Le lendemain, nous sommes entrés à l’église de Fiera di Primiero et, durant la messe, nous avons communié. Je dis alors à Foco  : «  Dis ceci  : ‘Sur mon rien, sur mon néant – parce que nous vivions Jésus abandonné – fais toi-même, Jésus eucharistie, un pacte d’unité avec Jésus eucharistie qui est en Foco, Foco qui lui aussi n’est rien. Et nous verrons ce qui en sortira.  » Et c’est ce que nous avons fait.
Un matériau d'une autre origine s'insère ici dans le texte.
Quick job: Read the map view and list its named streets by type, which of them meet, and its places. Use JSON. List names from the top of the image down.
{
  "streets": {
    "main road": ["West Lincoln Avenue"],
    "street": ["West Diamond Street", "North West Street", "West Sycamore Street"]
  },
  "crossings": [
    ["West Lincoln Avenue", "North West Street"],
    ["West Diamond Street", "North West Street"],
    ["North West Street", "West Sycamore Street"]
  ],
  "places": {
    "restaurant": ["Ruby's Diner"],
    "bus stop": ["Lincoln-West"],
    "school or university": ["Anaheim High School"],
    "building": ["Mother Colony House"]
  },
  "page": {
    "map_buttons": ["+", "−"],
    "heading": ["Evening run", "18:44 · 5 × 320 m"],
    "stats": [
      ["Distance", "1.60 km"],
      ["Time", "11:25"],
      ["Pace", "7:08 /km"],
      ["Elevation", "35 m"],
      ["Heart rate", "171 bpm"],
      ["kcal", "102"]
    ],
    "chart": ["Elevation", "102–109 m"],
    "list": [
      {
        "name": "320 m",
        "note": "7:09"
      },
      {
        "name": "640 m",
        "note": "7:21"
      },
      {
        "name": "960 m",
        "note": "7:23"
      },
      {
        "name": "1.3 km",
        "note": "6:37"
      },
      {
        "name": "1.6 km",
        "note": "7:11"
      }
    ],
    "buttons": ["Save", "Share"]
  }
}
Nous sommes sortis de l’église, puis Foco est allé rencontrer des religieux qui voulaient une conférence de sa part  ; Foco était une personnalité et donnait aussi des conférences aux religieux.
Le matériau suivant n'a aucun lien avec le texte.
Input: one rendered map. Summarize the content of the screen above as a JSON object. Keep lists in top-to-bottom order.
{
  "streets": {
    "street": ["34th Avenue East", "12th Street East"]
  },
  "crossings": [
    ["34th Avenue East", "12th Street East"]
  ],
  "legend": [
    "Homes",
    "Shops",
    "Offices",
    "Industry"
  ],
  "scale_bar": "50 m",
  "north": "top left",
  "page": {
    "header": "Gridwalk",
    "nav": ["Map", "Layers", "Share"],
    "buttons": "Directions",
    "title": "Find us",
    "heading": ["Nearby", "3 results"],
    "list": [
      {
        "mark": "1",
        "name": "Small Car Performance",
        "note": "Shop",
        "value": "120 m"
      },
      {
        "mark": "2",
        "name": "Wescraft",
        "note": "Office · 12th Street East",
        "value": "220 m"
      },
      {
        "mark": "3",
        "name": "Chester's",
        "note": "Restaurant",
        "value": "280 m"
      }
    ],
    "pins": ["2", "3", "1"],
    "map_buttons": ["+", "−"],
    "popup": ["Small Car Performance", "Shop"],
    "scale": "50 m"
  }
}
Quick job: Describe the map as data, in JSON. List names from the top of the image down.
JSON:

            J’étais donc au dehors, mais je me sens attirée chez Jésus, poussée, vraiment… à revenir chez Jésus  ; je vais devant le tabernacle. Et là – c’est un moment spécial – je m’apprête à dire  : «  Jésus  », mais je n’y arrive pas  ; ce pacte que Jésus eucharistie avait fait m’avait transformée en lui. En effet, Gen, cela peut se comprendre parfaitement parce que là, il n’y a rien d’autre que Jésus eucharistie… il ne reste que Jésus eucharistie  ! Autrement dit, j’étais, j’avais Jésus en moi, je n’étais rien d’autre qu’un simple calice vide qui ne contient que Jésus. Donc, je m’apprête à dire  : «  Jésus  », mais je ne peux pas le dire parce que je le suis moi-même, en quelque sorte. À ce moment-là, le mot qui me vient sur les lèvres est  : «  Père  ». J’ai compris plus tard – tout de suite après – que c’était l’Esprit Saint qui me mettait sur les lèvres le mot «  Père  », parce que Jésus, dansla Trinité, appelle Père son Père, il l’appelle Père. Et là, je me suis trouvée, comme vous le savez, dans un gouffre immense – je ne peux pas en dire les limites, je ne sais pas si l’univers est aussi grand – immense, tout d’or et de flammes  ; or en haut, flammes en haut, or en bas, or à droite, or à gauche. J’étais entré dans le sein du Père – ce qui veut dire dans le cœur du Père – dansla Trinité. Hors de cet immense soleil, restait la création, tout ce qui avait été créé. Et moi, j’étais dans l’Incréé, en ce qui n’a jamais été créé, parce que Dieu existe depuis toujours.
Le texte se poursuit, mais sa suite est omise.